Mac Mail app shown running on macOS Sierra
After you transfer your mail data, the Mail app should display all of your mail messages. Screen shot courtesy of Coyote Moon, Inc.

Moving mail files between systems can cause permission problems. Fortunately, these problems are easy to correct.

Problems With Copying Mail Files

Occasionally, you may run into a problem when you first launch Apple Mail on your new Mac or system. The error message will usually tell you that Mail does not have permission to access a file. The usual culprit is username/Library/Mail/Envelope Index. Make a note of which file is listed in the error message, then do the following.

  1. Quit Apple Mail, if it’s running.
  2. Open a Finder window by clicking the ‘Finder’ icon in the Dock.
  3. Navigate to the file mentioned in the error message.
  4. Right-click the file in the Finder window and select ‘Get Info’ from the pop-up menu.
  5. In the Get Info window, expand the ‘Sharing & Permissions’ item.
  6. Your username should be listed as having Read & Write access. You may find that, because the account IDs between your old Mac and the new system are different, instead of seeing your username listed, you see ‘unknown.’ To change the permissions, do the following:
  7. Click the lock icon in the bottom right corner of the Get Info window.
  8. Enter your administrator username and password, and click ‘OK.’
  9. Click the ‘+’ (plus) button.
  10. The ‘Select a New User or Group’ window will open.
  11. From the list of users, click your account, and click ‘Select.’
  12. The selected account will be added to the Sharing & Permissions section.
  13. Select the ‘Privileges’ item for the account you added in the Get Info window.
  14. From the Privileges dropdown menu, select ‘Read & Write.’
  15. If there is an entry with the name ‘unknown,’ select it, and click the ‘-’ (minus) sign to delete the entry.
  16. Close the Get Info window.

That should correct the problem. If Apple Mail reports a similar error with another file, you may want to just add your username to every file in the Mail folder using the Propagate command.

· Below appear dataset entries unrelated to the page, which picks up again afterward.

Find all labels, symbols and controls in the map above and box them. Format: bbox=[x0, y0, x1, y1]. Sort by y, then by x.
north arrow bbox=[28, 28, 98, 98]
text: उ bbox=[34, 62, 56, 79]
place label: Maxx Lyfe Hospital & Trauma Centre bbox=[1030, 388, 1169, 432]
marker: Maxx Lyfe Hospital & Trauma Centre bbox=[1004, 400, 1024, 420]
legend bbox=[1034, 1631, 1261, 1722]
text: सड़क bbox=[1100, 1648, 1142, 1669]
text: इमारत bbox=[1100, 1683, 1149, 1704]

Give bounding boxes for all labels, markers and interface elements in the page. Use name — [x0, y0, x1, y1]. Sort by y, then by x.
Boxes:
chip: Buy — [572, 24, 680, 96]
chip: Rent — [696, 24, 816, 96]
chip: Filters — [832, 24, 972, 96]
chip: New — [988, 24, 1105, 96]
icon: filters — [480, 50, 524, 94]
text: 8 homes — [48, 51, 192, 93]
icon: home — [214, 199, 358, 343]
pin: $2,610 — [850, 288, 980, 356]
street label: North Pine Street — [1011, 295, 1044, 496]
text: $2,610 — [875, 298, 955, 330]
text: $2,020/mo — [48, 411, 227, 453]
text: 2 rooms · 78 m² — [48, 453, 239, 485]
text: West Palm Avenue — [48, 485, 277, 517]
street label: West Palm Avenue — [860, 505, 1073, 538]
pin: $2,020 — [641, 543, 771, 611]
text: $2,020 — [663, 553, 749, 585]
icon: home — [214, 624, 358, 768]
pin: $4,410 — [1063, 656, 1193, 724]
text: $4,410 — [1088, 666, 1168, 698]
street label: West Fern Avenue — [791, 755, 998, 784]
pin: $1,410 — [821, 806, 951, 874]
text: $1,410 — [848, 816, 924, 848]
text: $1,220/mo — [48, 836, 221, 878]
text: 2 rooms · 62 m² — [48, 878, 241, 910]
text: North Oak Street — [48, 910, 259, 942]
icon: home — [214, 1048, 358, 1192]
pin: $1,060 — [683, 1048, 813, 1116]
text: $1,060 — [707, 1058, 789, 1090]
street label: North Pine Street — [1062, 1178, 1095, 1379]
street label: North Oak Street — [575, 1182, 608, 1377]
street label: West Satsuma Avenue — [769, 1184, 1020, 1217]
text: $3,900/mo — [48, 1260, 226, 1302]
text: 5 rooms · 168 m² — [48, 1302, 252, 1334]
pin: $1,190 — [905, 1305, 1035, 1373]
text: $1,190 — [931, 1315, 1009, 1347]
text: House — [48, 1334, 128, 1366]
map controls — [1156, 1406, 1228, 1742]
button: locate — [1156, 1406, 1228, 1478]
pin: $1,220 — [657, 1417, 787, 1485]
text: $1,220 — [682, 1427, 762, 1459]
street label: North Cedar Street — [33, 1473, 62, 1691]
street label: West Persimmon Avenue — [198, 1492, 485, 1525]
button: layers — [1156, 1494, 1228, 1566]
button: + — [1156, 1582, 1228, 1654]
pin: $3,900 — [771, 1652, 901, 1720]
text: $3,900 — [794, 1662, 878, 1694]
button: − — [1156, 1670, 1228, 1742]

Propagating Your Privileges

  1. Right-click the Mail folder, located at username/Library/.
  2. Using the instructions above, add your username to the Permissions list, and set your permissions to ‘Read & Write.’
  3. Click the gear icon at the bottom of the Get Info window.
  4. Select ‘Apply to enclosed items.’
  5. Close the Get Info window and try launching Apple Mail again.

You can also try reseting user permissions, if all else fails.

That’s it. You should be ready to go with Apple Mail.